Work to be completed. Look through the listing for the word "Uhlandstraße". Copy each line that has it.

Provided data.
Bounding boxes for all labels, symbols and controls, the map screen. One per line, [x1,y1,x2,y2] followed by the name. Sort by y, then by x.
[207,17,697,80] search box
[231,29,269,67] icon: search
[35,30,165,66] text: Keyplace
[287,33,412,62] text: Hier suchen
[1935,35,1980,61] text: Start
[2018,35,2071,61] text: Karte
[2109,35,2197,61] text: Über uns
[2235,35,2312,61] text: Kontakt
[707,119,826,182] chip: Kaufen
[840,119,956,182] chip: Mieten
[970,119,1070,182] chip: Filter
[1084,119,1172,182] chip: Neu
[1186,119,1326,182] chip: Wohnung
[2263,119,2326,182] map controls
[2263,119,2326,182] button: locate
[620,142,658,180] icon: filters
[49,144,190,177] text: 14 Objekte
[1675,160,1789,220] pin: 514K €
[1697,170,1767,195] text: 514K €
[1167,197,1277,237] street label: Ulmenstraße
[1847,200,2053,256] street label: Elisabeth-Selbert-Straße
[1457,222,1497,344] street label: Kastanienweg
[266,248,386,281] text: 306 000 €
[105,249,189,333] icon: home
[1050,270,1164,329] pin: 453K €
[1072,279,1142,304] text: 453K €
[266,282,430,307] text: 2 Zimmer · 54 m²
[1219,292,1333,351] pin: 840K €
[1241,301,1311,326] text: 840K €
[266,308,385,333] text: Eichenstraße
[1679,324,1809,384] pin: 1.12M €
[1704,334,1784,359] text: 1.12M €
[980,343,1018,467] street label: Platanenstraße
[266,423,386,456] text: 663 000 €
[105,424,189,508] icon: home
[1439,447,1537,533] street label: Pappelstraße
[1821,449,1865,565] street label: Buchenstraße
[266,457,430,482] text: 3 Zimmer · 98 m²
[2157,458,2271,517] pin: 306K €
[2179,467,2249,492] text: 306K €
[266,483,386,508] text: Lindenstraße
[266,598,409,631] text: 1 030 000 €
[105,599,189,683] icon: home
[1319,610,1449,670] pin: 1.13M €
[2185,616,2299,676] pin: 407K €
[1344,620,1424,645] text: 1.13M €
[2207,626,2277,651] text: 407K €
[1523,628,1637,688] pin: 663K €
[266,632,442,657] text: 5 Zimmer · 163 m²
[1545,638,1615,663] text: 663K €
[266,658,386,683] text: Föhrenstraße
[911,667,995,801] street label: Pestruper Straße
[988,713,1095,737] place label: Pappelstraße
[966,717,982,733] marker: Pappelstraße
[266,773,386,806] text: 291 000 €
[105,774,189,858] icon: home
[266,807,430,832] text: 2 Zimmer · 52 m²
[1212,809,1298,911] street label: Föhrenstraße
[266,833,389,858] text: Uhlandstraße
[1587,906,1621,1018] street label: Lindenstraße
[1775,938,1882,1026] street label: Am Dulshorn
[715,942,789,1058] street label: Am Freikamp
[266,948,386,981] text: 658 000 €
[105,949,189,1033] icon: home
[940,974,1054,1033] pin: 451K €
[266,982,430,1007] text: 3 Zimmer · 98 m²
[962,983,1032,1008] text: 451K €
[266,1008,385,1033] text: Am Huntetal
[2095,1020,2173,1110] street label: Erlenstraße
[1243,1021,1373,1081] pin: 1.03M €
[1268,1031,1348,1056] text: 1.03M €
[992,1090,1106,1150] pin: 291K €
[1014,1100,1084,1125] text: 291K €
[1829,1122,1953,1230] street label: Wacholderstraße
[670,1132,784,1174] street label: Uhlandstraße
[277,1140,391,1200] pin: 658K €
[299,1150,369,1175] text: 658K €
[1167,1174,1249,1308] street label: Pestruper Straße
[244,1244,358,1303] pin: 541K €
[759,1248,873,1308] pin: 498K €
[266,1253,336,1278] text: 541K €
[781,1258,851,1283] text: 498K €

Solution for this exercise.
[266,833,389,858] text: Uhlandstraße
[670,1132,784,1174] street label: Uhlandstraße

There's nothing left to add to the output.